**TASK REQUIREMENTS:** Retype, without pictures, the line holding "I am building" and each line below it through the final line.

=== Section Start ===

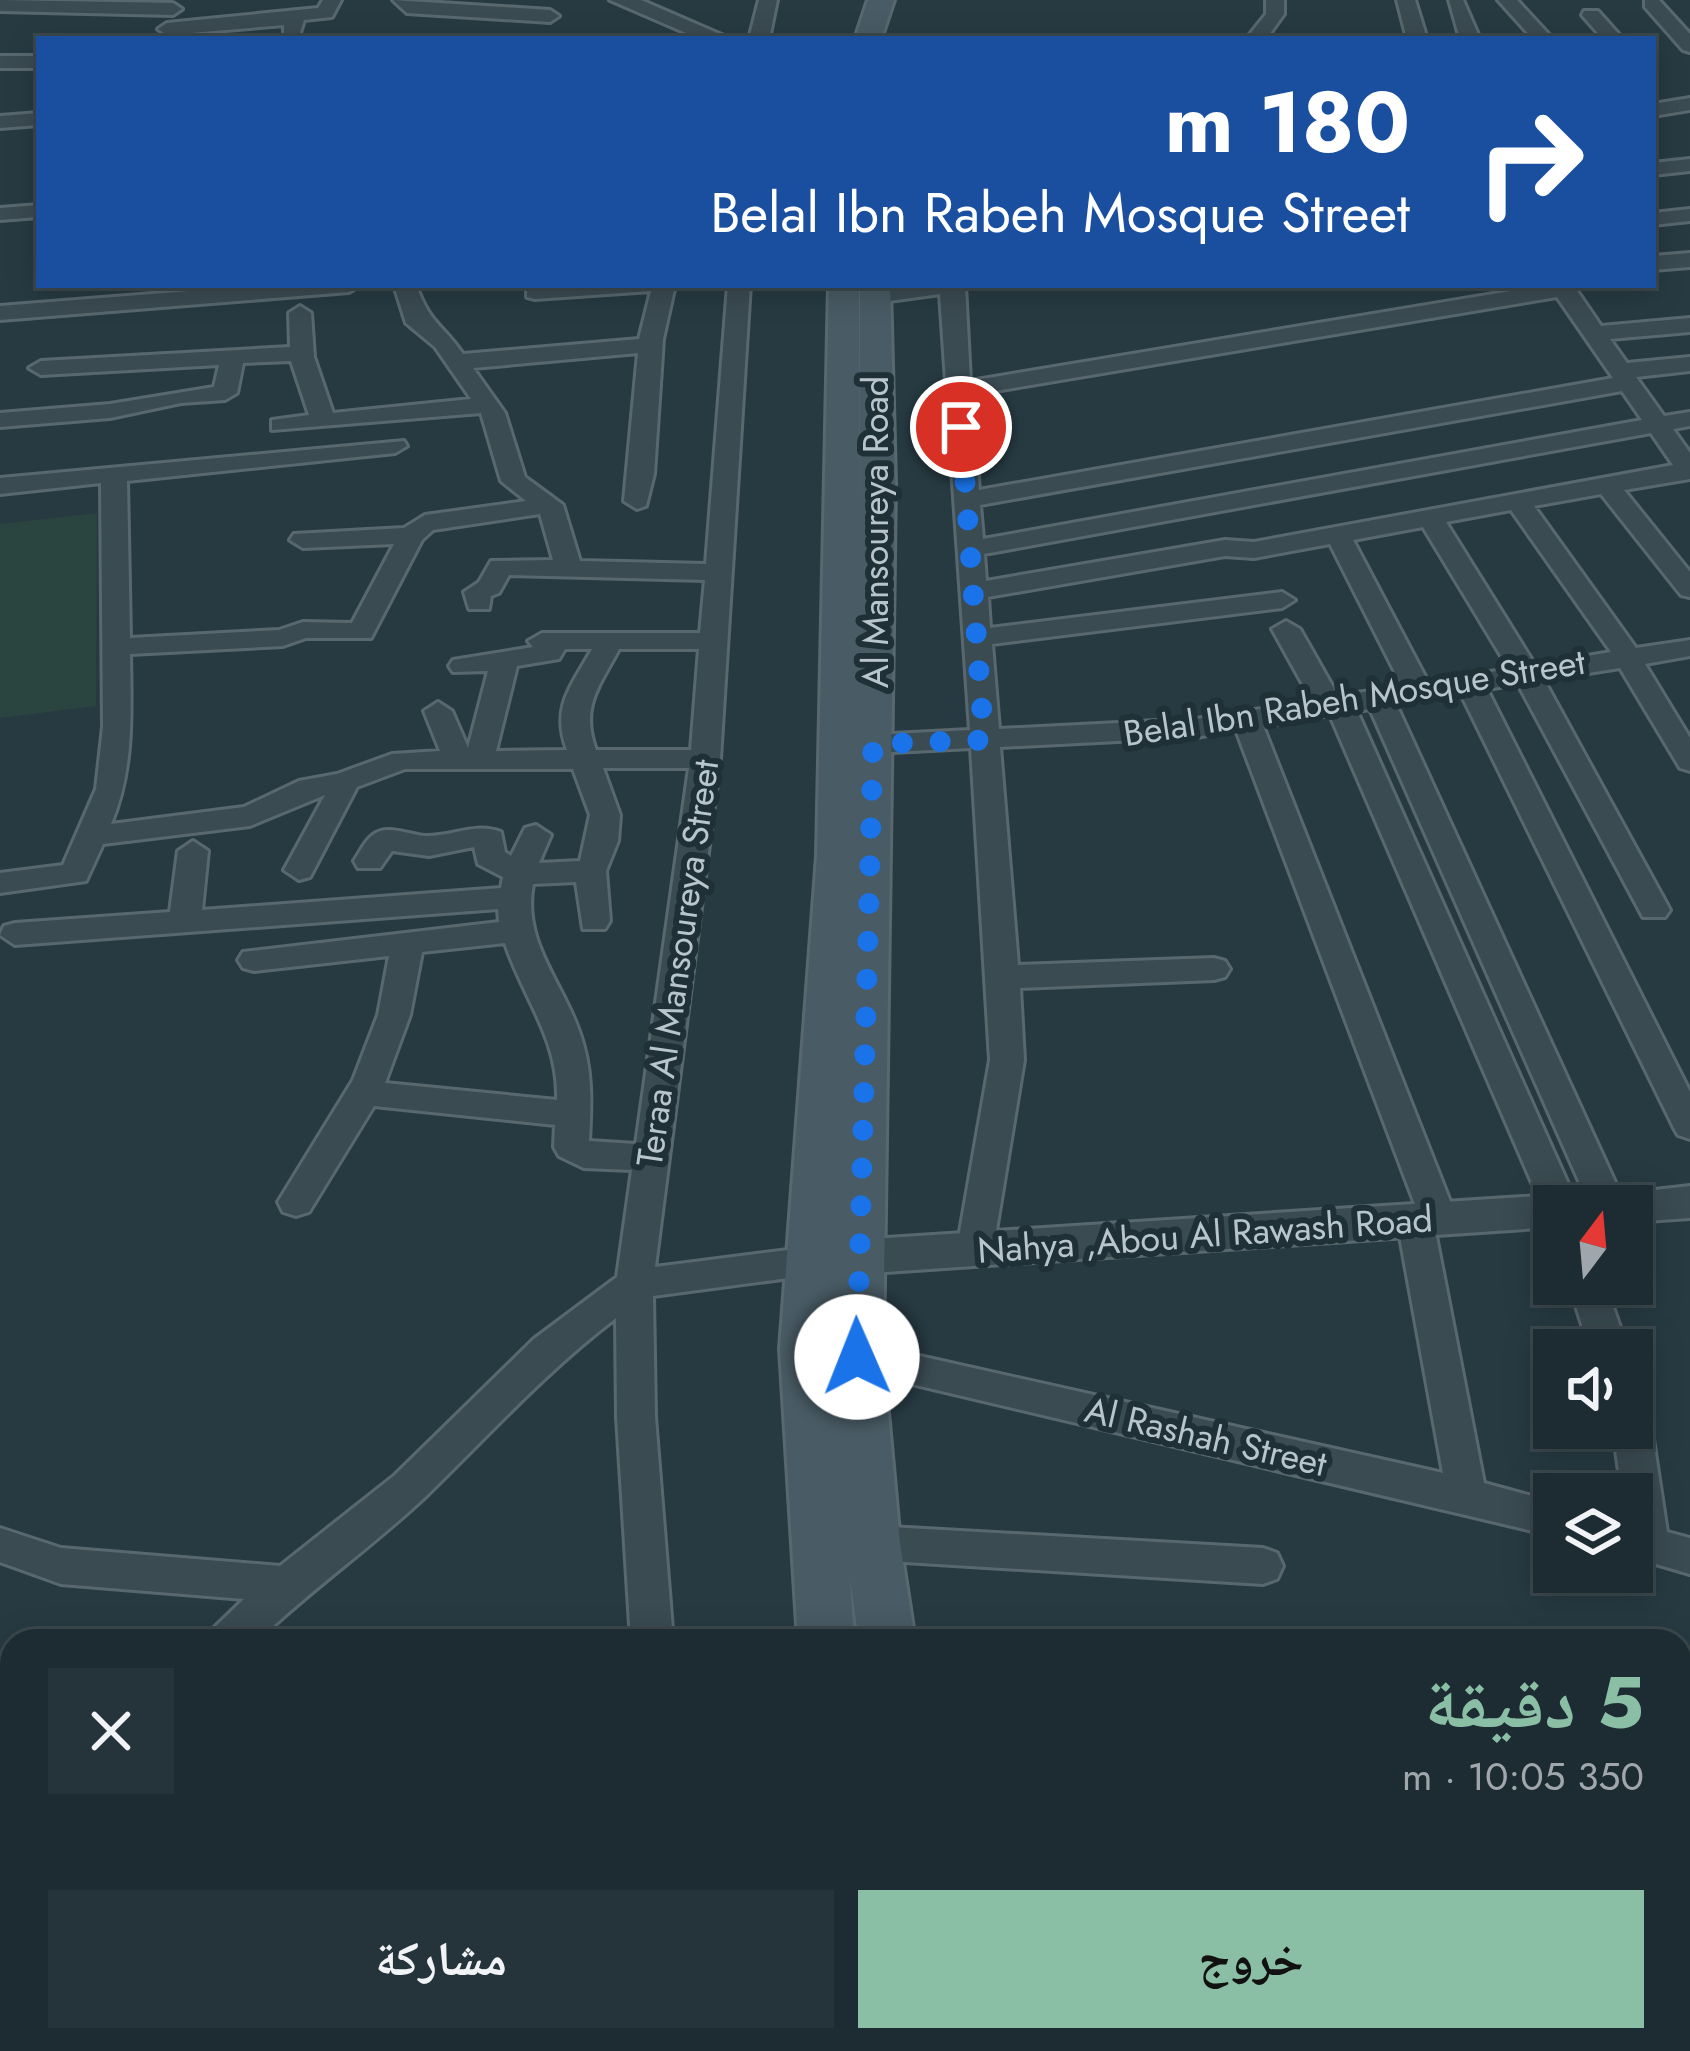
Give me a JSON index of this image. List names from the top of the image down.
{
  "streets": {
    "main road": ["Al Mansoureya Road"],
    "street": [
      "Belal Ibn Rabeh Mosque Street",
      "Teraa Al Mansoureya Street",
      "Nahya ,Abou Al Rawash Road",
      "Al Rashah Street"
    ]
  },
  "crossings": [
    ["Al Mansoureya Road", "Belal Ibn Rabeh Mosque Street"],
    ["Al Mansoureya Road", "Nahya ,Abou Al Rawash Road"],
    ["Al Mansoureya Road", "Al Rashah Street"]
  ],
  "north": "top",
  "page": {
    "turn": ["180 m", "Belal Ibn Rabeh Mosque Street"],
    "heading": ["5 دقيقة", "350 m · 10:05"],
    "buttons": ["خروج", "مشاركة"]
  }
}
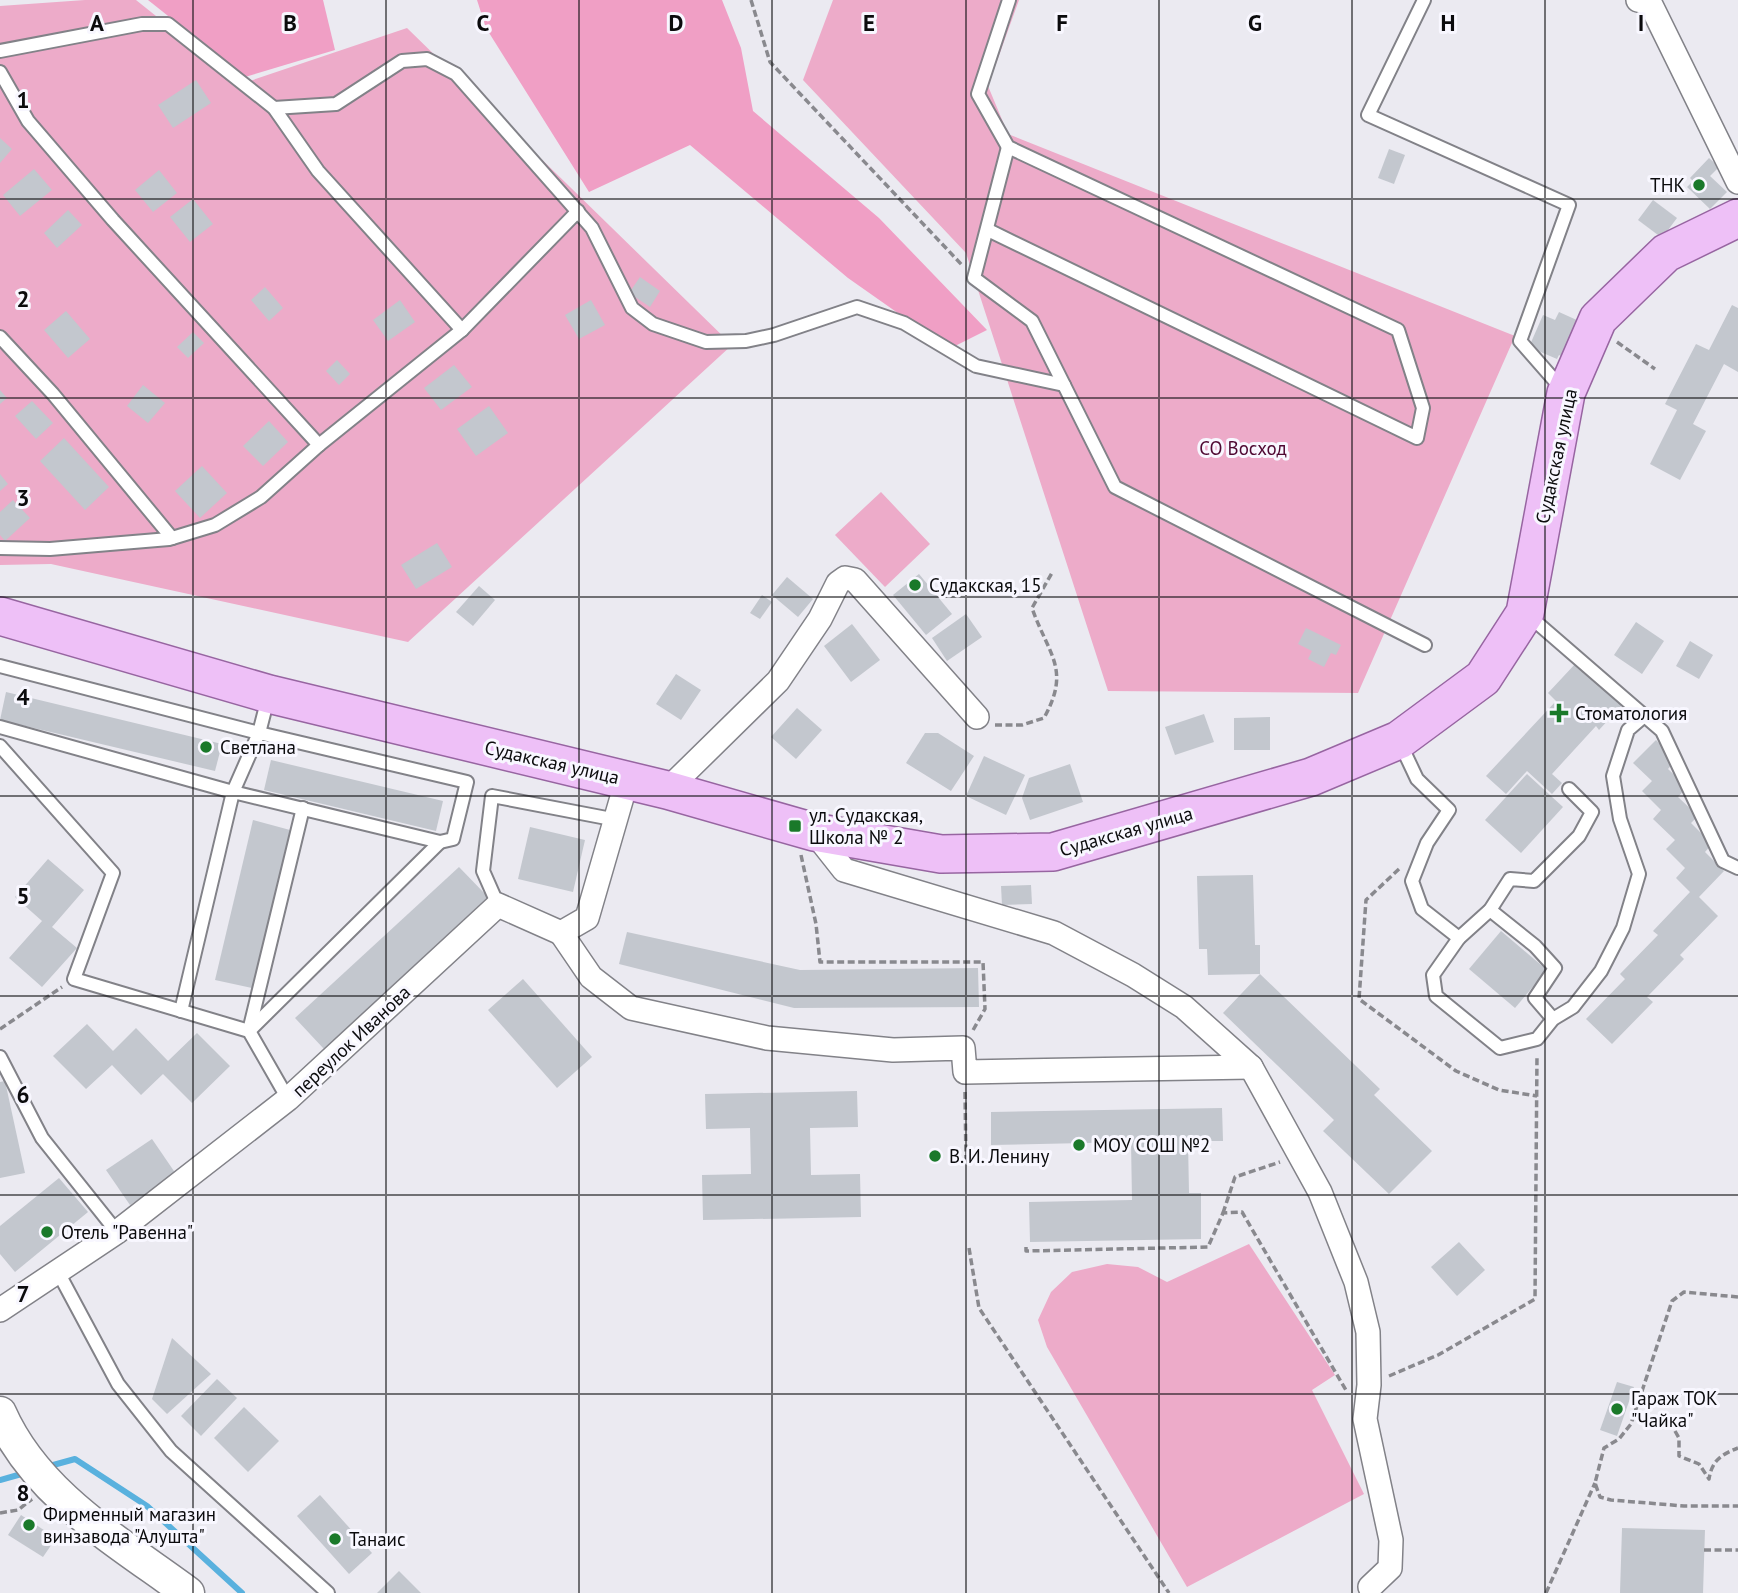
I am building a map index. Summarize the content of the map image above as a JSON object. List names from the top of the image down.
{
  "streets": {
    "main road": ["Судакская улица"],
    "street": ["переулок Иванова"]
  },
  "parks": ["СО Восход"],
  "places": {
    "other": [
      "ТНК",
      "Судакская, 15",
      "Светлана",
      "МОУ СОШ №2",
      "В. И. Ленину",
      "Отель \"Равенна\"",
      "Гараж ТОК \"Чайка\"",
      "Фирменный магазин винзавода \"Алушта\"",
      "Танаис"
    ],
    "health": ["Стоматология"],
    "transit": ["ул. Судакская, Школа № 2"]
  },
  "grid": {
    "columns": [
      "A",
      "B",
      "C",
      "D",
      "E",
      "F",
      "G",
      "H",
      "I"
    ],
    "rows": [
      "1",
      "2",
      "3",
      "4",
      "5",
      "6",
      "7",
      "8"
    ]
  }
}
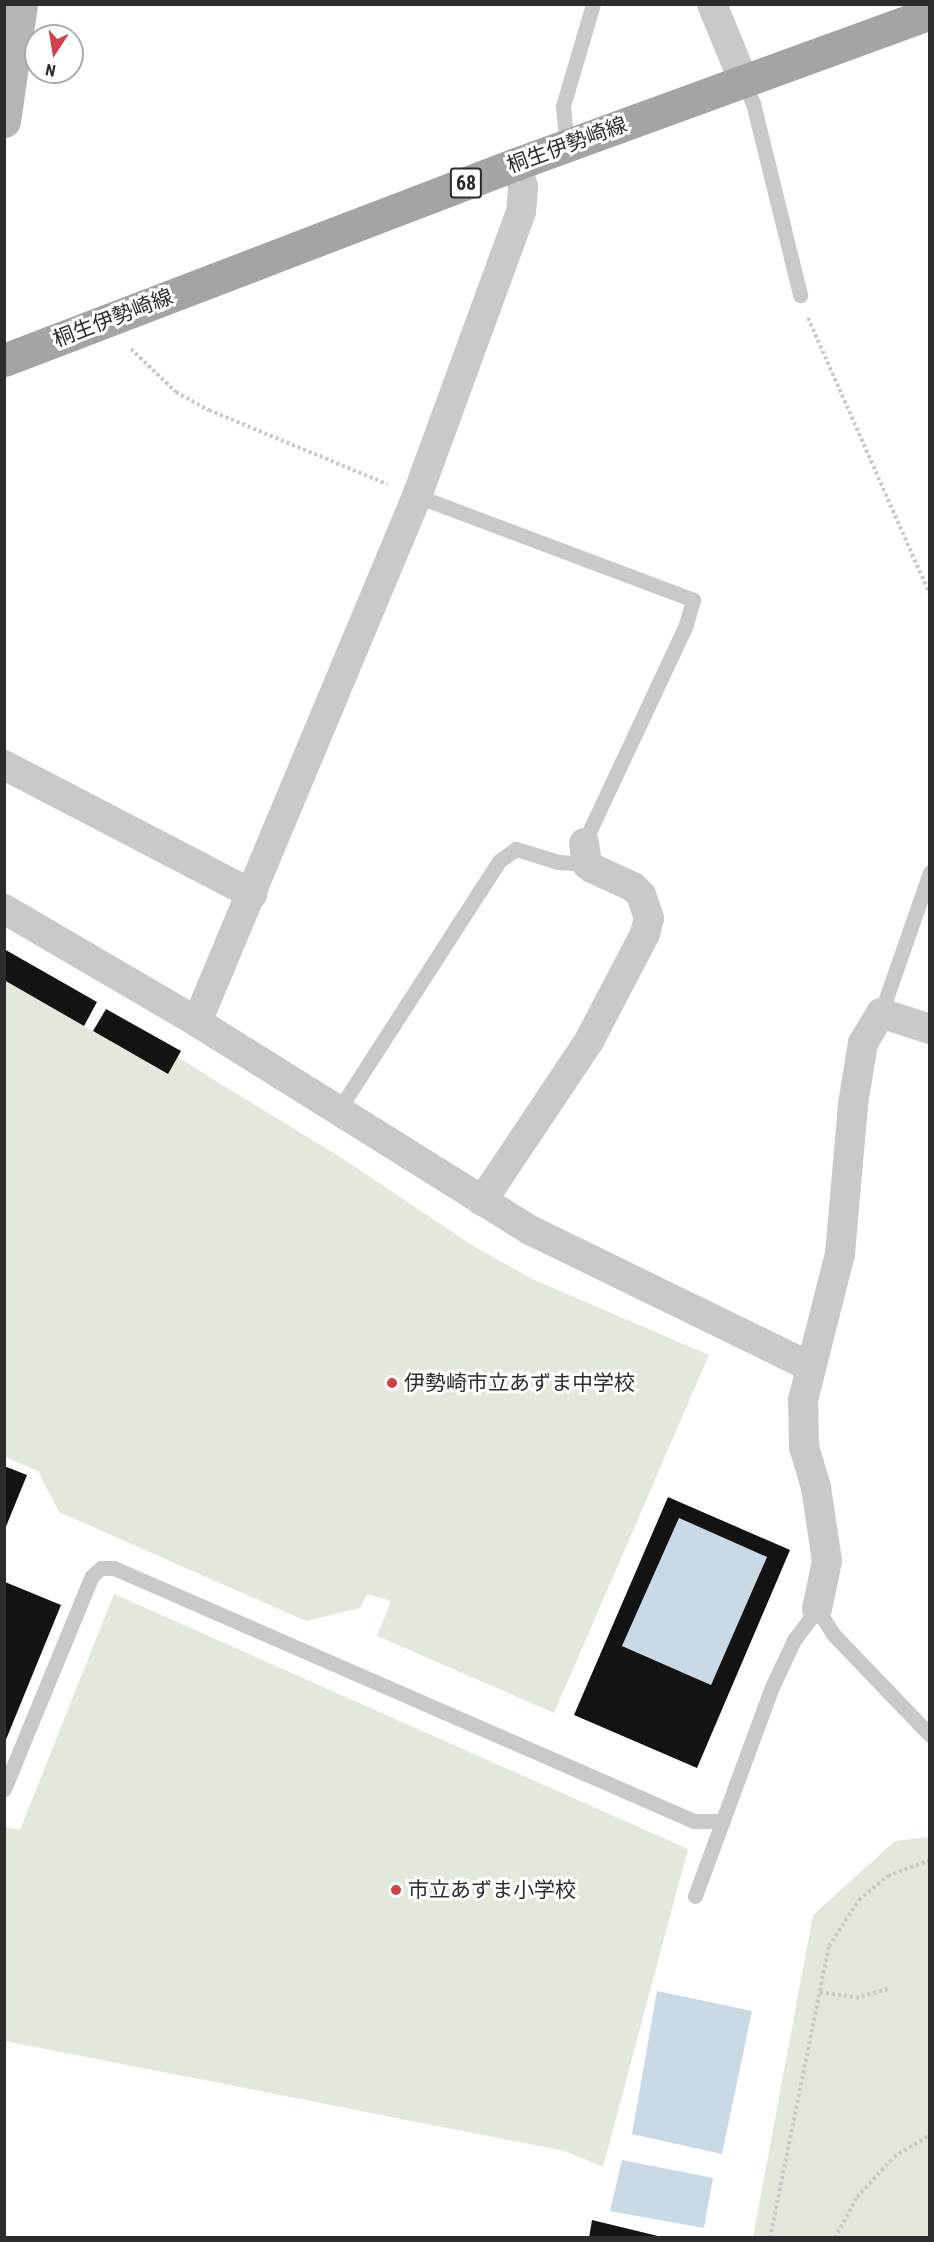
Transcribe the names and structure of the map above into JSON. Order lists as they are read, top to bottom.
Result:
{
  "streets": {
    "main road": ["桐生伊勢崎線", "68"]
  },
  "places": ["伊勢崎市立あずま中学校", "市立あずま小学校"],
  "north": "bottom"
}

=== Section End ===

**RESULT FOR THIS EXERCISE:**
I am building a map index. Summarize the content of the map image above as a JSON object. List names from the top of the image down.
{
  "streets": {
    "main road": ["Судакская улица"],
    "street": ["переулок Иванова"]
  },
  "parks": ["СО Восход"],
  "places": {
    "other": [
      "ТНК",
      "Судакская, 15",
      "Светлана",
      "МОУ СОШ №2",
      "В. И. Ленину",
      "Отель \"Равенна\"",
      "Гараж ТОК \"Чайка\"",
      "Фирменный магазин винзавода \"Алушта\"",
      "Танаис"
    ],
    "health": ["Стоматология"],
    "transit": ["ул. Судакская, Школа № 2"]
  },
  "grid": {
    "columns": [
      "A",
      "B",
      "C",
      "D",
      "E",
      "F",
      "G",
      "H",
      "I"
    ],
    "rows": [
      "1",
      "2",
      "3",
      "4",
      "5",
      "6",
      "7",
      "8"
    ]
  }
}
Transcribe the names and structure of the map above into JSON. Order lists as they are read, top to bottom.
Result:
{
  "streets": {
    "main road": ["桐生伊勢崎線", "68"]
  },
  "places": ["伊勢崎市立あずま中学校", "市立あずま小学校"],
  "north": "bottom"
}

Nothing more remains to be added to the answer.